Acupuncture relieves hot flashes from prostate cancer treatment
Acupuncture provides long-lasting relief to hot flashes, heart palpitations and anxiety due to side effects of the hormone given to counteract testosterone, the hormone that induces prostate cancer, according to a study published in the April issue of the International Journal of Radiation OncologyBiologyPhysics, an official journal of the American Society for Radiation Oncology (ASTRO).
The main treatments for men with metastatic prostate cancer are either surgery or hormone therapy to significantly reduce the level of testosterone in the body. Eliminating testosterone has been proven to keep the cancer in check by starving the cancer of hormones it needs to grow and spread. However, about half of the time, this therapy also causes very uncomfortable hot flashes similar to those women experience during menopause. The main way to combat hot flashes is to take antidepressants, but these drugs can cause side effects of their own, including nausea, dry mouth, sleeplessness, altered appetite and sexual changes.
In a prospective study conducted in the department of radiation oncology and the acupuncture section of New York Methodist Hospital and Weill Cornell Medical College of Cornell University, both in New York, researchers evaluated 14 men who were experiencing hot flashes due to hormone therapy for prostate cancer. Upon enrolling in the study, the men were given a hot flash score (HFS) to evaluate their discomfort from daily hot flashes. The mean initial HFS was 28.3.

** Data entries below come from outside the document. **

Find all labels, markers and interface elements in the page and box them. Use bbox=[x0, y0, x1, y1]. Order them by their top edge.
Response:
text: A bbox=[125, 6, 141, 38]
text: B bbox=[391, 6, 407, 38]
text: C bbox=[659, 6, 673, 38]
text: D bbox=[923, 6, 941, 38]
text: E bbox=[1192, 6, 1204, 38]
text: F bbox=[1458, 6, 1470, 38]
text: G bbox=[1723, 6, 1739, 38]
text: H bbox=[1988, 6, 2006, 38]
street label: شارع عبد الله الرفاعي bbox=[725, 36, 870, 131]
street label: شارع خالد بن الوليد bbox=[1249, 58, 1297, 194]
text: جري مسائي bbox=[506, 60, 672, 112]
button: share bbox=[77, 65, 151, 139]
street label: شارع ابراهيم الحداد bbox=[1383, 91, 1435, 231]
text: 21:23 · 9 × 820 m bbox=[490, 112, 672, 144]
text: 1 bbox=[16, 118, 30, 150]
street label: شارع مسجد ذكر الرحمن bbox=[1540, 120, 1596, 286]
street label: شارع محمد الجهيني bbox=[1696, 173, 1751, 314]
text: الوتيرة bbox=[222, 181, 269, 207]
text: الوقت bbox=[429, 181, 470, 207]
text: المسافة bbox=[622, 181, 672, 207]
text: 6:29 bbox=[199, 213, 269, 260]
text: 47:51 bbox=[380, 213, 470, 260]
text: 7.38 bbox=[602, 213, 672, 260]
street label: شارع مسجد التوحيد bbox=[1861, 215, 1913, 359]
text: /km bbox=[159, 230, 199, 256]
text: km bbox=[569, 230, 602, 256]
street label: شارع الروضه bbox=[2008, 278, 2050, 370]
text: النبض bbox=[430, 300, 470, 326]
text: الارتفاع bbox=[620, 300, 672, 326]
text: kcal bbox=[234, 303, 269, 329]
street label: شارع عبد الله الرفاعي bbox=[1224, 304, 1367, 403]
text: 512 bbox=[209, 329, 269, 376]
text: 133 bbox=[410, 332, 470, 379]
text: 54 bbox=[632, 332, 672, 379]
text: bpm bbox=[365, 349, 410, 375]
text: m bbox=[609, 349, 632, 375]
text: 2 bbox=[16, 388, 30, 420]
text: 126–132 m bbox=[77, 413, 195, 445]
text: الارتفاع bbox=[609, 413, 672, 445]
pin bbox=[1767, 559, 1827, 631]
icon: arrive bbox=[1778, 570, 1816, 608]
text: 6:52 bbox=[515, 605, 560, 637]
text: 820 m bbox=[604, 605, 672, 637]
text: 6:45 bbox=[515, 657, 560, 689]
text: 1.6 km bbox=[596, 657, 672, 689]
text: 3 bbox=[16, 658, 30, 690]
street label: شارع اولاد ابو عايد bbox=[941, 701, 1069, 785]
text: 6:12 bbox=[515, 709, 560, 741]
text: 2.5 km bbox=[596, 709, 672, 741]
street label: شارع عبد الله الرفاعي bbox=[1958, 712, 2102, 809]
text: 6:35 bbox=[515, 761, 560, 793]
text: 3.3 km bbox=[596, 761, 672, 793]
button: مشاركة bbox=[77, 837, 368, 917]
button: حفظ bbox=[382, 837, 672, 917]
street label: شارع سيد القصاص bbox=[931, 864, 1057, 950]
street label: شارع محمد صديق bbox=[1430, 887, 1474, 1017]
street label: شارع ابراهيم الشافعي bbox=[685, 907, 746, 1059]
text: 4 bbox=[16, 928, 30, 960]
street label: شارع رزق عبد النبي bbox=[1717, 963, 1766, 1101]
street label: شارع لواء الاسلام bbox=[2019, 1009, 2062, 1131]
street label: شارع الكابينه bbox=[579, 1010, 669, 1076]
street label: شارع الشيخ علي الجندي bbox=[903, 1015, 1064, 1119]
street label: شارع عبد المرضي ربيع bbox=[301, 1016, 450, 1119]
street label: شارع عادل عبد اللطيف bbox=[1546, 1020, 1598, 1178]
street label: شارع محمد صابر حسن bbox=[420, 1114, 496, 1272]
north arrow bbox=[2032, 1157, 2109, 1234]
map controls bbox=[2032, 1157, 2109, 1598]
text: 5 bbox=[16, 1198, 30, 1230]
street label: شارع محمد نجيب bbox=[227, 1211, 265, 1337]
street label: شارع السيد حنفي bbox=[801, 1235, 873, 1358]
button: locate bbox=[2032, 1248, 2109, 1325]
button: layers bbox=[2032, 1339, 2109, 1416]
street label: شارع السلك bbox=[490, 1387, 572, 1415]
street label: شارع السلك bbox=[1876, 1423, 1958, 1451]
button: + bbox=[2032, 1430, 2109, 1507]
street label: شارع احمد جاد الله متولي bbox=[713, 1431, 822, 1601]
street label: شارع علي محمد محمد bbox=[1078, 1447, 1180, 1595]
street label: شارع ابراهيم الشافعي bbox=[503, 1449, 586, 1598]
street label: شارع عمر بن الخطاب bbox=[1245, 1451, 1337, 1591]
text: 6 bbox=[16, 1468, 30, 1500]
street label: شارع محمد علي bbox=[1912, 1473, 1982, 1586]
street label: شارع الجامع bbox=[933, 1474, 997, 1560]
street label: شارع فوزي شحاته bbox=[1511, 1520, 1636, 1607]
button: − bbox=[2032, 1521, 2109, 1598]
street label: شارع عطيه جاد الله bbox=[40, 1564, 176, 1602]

Participants then received acupuncture twice a week for 30 minutes at a time for four weeks. Two weeks after receiving acupuncture, their HFS was measured again and had dropped more than half to 10.3. At six weeks post-treatment, their HFS was 7.5. After eight months, the men were evaluated again and their mean HFS was 7.
"Our study shows that physicians and patients have an additional treatment for something that affects many men undergoing prostate cancer treatment and actually has long-term benefits, as opposed to more side effects," Hani Ashamalla, M.D., lead author of the study and a radiation oncologist at New York Methodist Hospital, said. "We are now designing a randomized clinical trial to further evaluate acupuncture after prostate cancer treatment. I encourage men suffering this symptom to talk to their doctors about enrolling."